» **EXERCISE GOAL**: Please read the records below and return each line holding the string "roads".

» **AVAILABLE DATA**:
+ + + + +
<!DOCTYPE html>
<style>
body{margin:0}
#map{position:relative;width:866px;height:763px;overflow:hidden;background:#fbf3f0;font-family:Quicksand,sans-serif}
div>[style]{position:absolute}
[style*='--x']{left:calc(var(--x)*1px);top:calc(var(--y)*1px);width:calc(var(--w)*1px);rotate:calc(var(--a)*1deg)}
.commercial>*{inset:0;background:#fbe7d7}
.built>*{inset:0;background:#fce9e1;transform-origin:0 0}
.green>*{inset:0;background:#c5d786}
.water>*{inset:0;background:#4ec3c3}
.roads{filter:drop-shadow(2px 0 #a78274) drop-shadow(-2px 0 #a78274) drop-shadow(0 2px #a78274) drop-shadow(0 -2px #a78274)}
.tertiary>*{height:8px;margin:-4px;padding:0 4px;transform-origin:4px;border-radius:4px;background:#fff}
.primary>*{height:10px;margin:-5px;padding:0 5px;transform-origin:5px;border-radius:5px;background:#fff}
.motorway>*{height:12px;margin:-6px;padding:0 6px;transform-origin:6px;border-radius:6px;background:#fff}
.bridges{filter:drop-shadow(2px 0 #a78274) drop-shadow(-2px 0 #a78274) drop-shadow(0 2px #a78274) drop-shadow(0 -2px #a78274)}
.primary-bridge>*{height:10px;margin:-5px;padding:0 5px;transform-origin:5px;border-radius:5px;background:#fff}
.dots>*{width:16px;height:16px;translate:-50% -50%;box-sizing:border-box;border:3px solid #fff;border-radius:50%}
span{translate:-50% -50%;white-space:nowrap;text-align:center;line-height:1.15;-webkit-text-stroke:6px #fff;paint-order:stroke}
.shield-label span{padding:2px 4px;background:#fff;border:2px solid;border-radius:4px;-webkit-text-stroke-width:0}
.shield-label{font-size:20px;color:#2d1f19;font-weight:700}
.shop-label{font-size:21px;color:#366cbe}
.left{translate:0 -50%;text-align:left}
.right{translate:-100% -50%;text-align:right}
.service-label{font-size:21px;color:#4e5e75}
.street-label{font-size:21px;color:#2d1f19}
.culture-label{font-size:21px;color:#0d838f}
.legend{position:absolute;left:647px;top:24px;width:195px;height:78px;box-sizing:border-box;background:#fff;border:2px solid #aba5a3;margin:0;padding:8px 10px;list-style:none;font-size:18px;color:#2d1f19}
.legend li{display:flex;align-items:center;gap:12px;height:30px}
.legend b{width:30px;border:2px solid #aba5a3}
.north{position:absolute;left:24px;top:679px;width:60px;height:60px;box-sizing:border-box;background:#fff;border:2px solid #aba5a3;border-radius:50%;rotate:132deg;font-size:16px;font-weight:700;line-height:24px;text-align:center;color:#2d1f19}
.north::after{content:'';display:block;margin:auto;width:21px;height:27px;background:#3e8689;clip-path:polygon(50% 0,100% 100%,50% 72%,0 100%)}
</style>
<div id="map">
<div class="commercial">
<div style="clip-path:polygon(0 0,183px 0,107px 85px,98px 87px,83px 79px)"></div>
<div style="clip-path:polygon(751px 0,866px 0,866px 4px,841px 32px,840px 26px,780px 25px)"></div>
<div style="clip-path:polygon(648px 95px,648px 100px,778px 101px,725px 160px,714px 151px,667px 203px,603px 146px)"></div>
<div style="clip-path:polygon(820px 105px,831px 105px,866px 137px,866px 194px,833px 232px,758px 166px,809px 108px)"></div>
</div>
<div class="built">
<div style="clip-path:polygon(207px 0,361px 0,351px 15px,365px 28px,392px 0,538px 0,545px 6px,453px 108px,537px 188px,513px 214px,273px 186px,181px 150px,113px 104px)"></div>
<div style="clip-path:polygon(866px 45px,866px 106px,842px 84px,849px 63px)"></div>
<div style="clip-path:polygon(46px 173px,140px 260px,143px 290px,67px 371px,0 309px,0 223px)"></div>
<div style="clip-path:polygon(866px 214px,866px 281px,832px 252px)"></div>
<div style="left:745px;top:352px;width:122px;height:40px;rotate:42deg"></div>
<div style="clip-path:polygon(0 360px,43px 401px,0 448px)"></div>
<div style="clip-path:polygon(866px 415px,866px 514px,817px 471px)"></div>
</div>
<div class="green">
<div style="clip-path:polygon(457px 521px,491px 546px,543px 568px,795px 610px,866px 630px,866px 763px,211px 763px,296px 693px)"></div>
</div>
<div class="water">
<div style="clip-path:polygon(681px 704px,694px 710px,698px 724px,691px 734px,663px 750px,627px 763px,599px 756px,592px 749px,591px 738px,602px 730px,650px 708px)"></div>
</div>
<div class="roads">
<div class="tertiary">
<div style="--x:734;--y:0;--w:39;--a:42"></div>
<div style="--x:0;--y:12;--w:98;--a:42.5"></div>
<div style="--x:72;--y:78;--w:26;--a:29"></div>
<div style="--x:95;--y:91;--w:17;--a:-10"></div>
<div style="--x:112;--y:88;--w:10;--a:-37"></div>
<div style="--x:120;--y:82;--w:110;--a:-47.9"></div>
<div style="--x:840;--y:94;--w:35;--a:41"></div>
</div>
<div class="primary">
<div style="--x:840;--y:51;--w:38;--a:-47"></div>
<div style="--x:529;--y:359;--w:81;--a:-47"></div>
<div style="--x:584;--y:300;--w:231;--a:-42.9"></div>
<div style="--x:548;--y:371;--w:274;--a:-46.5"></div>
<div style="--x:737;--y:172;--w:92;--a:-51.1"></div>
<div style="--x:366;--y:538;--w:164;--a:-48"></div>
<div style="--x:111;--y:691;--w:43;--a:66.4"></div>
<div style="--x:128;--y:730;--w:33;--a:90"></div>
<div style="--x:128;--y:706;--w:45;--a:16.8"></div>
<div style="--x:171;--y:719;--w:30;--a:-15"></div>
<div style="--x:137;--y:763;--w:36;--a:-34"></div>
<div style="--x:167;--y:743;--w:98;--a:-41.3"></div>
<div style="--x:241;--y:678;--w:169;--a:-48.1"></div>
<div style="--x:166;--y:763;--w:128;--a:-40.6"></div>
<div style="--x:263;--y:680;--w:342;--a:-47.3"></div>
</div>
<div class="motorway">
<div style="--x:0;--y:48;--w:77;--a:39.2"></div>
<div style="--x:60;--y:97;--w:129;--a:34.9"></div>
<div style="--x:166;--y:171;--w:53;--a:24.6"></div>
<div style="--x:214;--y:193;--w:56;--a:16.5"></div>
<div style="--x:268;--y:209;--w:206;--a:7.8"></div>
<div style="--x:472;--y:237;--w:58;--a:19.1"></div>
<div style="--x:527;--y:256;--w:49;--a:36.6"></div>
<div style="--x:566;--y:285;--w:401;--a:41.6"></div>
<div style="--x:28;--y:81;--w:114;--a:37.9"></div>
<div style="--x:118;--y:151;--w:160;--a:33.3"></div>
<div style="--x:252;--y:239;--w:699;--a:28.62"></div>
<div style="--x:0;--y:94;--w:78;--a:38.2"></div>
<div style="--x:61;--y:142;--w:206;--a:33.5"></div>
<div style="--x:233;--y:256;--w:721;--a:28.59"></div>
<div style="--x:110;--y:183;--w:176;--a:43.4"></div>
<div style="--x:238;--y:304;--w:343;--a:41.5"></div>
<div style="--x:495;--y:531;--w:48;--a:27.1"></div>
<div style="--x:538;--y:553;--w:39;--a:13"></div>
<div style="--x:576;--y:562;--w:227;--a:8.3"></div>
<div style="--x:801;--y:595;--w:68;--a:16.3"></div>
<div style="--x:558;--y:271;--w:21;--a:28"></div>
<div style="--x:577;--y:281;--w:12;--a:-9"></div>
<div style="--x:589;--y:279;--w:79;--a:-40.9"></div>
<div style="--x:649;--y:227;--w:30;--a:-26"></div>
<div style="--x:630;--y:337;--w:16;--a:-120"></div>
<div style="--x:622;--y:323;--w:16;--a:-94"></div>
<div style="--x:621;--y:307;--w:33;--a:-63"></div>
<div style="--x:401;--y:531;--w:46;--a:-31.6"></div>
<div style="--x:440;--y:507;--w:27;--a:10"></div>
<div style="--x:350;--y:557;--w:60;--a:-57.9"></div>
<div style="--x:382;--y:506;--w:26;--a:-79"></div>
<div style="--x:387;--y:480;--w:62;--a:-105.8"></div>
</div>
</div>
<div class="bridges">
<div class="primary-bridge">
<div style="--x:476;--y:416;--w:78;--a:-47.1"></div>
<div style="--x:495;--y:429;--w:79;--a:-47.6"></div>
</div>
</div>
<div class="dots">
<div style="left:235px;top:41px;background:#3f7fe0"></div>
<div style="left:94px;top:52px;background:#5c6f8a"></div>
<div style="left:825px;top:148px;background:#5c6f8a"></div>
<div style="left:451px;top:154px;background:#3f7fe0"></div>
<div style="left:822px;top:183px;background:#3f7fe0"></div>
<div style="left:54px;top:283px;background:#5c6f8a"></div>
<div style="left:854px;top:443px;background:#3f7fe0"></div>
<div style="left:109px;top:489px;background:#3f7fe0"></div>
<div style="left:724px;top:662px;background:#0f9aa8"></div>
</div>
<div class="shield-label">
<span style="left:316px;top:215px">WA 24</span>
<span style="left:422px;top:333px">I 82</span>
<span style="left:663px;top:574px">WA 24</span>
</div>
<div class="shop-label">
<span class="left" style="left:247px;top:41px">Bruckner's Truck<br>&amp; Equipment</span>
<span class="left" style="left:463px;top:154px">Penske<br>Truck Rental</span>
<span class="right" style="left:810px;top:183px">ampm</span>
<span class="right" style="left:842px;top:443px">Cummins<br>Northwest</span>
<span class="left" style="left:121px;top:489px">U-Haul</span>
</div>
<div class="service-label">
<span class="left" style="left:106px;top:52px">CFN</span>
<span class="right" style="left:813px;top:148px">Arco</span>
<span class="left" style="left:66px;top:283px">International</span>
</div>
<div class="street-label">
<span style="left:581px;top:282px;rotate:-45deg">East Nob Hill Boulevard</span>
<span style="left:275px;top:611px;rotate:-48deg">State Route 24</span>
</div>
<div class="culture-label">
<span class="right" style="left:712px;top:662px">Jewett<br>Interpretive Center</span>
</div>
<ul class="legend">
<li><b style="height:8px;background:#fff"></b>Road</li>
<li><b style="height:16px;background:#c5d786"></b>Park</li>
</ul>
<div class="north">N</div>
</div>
+ + + + +
» **ANSWER FOR THIS EXERCISE**:
.roads{filter:drop-shadow(2px 0 #a78274) drop-shadow(-2px 0 #a78274) drop-shadow(0 2px #a78274) drop-shadow(0 -2px #a78274)}
<div class="roads">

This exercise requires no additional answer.